‘Wild Wild Country’: Here’s What It Was Really Like Living in the Commune
Cults are a fascinating study in human behavior. What seems like impossible actions become normal or commonplace to people all living together in relative isolation. How does it happen? There are many factors that contribute to cult mentality. The Netflix original series Wild Wild Country explores what happened with one of these famous communes.
But can a television series accurately depict what life was really like in the cult? One former cult member, who was a child when he lived at Bhagwan Shree Rajneesh’s ashram, explains how close the documentary comes to depicting his reality.
What is the ‘Wild Wild Country’ cult?
The guru Bhagwan Shree Rajneesh led his followers down a path towards self-enlightenment – or so he says. He originally came from India, but moved to a small Oregon town to create a new life. Like so many other cult leaders, he was charismatic, well-educated, and seemed to have all the answers.
Rajneesh preached a philosophy unlike most other religions. Instead of self-denial, he advocated for radical materialism and doing whatever felt good. He taught that material possessions could bring true happiness and people should not feel guilty about acquiring things. The cult leader also practiced and encouraged free love, claiming it would abolish prostitution naturally. Rajneesh said, “if sex becomes fun, prostitutes will disappear.”

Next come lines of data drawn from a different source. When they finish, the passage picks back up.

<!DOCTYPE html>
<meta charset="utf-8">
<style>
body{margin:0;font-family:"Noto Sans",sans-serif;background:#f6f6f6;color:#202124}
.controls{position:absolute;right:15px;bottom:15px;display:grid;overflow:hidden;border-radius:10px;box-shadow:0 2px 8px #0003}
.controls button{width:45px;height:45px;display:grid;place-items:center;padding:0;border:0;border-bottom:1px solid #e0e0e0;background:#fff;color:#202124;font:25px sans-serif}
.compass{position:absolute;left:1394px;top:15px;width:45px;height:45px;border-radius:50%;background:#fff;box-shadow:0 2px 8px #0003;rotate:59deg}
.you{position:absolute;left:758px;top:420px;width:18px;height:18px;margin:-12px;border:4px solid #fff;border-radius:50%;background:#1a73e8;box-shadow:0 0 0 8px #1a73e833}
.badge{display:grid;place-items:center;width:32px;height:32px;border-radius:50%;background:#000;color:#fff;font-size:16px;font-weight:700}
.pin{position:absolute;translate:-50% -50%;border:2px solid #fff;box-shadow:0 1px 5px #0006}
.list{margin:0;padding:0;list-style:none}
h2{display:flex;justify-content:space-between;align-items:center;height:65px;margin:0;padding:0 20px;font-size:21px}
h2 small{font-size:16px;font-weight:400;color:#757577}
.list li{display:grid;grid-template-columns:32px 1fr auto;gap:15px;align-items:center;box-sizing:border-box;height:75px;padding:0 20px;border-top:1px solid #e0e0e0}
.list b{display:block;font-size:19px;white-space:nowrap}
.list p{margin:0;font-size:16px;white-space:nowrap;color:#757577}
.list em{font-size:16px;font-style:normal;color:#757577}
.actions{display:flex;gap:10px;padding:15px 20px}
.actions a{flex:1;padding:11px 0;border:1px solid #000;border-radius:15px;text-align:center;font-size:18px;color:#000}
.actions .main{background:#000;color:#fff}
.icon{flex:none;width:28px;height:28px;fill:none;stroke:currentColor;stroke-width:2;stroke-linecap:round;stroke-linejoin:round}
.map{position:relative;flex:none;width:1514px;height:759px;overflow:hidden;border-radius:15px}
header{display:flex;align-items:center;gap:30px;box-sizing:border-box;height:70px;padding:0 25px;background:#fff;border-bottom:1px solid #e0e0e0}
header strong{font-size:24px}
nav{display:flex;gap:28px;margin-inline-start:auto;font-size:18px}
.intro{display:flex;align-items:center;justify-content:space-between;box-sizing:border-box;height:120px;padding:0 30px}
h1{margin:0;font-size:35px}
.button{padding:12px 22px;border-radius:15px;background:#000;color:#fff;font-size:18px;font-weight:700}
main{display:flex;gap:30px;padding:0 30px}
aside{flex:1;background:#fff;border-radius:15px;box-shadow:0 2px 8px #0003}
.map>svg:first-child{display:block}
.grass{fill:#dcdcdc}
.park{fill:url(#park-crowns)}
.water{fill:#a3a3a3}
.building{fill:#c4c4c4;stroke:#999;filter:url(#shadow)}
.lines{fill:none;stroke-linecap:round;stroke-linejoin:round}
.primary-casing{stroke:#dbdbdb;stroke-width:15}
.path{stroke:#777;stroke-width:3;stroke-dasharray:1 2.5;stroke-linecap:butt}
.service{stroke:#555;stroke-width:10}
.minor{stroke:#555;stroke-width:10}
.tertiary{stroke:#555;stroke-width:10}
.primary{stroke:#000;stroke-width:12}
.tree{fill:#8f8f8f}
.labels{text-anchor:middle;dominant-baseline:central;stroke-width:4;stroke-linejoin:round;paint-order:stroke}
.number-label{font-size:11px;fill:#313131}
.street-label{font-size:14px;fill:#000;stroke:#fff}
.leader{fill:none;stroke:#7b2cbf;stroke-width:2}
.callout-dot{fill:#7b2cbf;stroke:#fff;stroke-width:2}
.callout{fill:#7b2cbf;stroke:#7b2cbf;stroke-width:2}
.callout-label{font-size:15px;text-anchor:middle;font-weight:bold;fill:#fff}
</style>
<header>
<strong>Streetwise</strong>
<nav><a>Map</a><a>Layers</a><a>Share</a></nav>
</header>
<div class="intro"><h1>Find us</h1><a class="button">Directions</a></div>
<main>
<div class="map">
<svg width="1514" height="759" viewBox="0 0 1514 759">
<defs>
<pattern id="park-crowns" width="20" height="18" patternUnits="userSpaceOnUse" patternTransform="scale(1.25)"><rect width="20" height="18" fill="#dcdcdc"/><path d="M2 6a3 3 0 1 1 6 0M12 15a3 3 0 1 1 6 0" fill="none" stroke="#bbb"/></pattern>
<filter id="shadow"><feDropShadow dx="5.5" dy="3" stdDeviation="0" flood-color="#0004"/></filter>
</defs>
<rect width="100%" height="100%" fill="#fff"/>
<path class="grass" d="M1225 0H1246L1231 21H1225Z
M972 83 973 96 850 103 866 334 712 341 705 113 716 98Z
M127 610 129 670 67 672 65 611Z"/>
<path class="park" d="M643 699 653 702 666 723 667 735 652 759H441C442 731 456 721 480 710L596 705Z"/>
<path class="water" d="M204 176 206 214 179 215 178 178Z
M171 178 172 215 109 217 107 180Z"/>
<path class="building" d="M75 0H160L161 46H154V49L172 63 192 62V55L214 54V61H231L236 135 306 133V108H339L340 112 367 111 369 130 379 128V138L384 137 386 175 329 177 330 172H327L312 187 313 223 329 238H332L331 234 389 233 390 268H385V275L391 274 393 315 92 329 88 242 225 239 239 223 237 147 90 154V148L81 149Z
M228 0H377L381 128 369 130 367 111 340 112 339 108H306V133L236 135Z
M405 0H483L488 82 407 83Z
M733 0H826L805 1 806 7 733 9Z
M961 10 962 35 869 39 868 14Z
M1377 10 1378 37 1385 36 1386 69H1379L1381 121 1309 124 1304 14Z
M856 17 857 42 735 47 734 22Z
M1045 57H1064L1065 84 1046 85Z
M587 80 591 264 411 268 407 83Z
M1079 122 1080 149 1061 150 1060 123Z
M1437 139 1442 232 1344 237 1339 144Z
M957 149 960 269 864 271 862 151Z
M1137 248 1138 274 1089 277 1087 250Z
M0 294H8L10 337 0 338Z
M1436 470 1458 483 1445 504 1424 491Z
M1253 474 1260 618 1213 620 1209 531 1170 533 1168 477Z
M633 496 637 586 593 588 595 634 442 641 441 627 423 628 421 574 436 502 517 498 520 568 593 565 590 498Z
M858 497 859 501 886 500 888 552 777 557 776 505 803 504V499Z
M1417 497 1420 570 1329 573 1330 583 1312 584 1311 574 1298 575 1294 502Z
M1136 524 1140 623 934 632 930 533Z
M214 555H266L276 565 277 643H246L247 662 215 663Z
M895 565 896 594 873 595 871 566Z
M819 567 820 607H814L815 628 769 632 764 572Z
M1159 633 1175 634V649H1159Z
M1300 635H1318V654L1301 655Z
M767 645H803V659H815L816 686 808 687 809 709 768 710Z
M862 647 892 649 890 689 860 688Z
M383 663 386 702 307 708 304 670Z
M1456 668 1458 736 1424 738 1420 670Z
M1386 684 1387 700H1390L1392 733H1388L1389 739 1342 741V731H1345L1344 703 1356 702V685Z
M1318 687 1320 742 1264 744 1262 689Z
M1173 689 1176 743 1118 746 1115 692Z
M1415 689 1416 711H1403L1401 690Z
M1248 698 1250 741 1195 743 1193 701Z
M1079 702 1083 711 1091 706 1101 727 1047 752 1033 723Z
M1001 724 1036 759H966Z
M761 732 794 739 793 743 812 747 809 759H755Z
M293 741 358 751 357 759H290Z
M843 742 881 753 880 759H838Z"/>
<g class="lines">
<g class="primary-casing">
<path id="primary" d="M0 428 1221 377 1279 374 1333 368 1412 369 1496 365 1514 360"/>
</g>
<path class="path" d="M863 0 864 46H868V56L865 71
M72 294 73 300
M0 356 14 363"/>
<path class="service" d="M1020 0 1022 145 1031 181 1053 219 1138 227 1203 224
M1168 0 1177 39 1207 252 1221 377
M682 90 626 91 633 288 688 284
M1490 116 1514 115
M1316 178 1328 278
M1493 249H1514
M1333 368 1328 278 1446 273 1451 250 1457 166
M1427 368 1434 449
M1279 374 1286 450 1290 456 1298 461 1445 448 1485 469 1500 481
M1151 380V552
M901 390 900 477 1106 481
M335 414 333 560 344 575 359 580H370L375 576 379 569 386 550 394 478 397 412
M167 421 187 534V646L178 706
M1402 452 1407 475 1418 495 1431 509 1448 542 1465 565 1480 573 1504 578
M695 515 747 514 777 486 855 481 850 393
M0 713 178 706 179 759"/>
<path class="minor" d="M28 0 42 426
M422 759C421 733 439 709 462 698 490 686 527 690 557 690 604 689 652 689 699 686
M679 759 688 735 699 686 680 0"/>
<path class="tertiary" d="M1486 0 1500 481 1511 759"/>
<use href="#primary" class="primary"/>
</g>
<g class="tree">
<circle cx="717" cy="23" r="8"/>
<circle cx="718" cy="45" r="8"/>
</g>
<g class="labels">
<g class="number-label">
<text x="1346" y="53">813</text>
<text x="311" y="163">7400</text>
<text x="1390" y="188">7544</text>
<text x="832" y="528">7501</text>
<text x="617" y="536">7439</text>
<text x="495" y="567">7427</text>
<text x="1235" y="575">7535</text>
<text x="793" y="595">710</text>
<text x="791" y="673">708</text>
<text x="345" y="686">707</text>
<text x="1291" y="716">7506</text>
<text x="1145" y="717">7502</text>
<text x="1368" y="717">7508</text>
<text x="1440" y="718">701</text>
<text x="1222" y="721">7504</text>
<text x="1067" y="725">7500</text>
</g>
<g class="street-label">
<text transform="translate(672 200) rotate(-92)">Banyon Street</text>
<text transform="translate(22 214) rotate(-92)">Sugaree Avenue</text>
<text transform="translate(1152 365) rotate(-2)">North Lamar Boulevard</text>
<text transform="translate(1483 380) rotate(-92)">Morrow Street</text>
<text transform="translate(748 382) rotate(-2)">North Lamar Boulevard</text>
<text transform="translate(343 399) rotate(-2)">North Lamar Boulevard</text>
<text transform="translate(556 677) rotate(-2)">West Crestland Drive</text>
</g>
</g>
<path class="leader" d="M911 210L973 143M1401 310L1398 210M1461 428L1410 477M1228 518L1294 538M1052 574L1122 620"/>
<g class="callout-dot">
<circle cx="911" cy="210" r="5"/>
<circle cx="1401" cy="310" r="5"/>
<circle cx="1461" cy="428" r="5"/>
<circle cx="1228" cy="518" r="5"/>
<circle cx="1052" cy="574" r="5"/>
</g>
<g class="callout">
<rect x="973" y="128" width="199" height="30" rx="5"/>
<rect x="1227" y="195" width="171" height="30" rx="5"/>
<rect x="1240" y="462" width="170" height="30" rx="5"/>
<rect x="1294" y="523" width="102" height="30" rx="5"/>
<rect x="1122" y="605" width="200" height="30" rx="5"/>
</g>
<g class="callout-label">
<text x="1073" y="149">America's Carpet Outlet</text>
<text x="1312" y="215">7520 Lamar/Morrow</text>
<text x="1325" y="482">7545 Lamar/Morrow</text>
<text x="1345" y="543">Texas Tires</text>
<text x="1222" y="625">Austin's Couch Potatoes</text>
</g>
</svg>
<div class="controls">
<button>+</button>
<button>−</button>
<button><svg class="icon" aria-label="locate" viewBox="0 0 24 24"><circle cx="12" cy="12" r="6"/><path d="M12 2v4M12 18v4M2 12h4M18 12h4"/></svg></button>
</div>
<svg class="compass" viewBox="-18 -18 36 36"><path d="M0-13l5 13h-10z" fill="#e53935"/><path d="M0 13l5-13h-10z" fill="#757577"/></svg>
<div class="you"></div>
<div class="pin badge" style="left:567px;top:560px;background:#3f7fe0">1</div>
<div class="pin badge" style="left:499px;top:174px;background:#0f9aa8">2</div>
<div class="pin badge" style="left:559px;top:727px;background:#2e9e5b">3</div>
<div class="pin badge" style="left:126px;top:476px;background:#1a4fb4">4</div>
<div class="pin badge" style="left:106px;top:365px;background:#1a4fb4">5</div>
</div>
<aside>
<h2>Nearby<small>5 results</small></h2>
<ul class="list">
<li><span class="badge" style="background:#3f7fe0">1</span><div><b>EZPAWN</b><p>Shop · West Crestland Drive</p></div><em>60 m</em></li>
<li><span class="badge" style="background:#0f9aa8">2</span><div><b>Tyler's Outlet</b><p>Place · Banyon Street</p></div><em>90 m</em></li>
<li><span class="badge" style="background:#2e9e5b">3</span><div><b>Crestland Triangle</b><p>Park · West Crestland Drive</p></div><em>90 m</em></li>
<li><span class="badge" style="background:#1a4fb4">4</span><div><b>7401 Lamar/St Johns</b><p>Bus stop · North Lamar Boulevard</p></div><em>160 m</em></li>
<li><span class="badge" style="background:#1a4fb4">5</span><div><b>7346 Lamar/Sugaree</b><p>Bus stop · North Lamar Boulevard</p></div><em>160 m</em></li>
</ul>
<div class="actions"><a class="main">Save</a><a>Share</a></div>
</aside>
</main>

What was life like in the cult?
Noa Maxwell was just four when his family decided to leave their life behind and move to India. Originally from London, the family became unhappy with city life and bought a farm in Herefordshire where they attempted self-sufficient living by growing their own food. But when a friend told them about a life-changing commune in India, they dropped everything to go join.
Life in the commune was shocking to say the least, perhaps most so for children. Maxwell attended “school” in a large bamboo hut and learned very little. He told The Guardian that the program was run by a hippie named Sharma who would simply sing “Yellow Submarine.” By the age of 10, Maxwell couldn’t read or add simple numbers.
When he was six, Maxwell accidentally got high eating hash cake. No one batted an eyelash when he smoked. The children in the compound ran wild and experimented with other things, too. He says he first got drunk when he was 10 and no adults noticed or cared.
The sex orgies were not private
Free love means lots of sex, and the commune Noa Maxwell lived on was no exception. While he admits he never witnessed one of the infamous giant orgies, he did know it was going on. “You could hear people having orgasmic sex all the time. All night, like mating baboons, gibbons,” he explains.
Violent sexual encounters weren’t the only outbursts of emotion. Rajneesh encouraged followers to express radical emotions, so Maxwell reports that at one point, thousands of people would simultaneously laugh and cry. Negativity in any form was discouraged.
Is the series ‘Wild Wild Country’ true?
Noa Maxwell was young when he lived with the commune featured on Wild Wild Country. His parents were not part of the inner circle, and he was largely unaware of the central conflict of immigration fraud, salad poisoning in the local town, and voter fraud.
He says the psychology was even more enticing to explore. Maxwell explains, “That is interesting, but the inside story is more interesting – of how you end up with lots of intelligent middle-class people like my family going into where they got to, the heart of darkness. How does that happen? It’s like an ideal is bigger than reality and can make you lose your sense of justice and what’s right in the world.”
Will there be a Wild Wild Country sequel? It’s possible, especially with the popularity of the first one.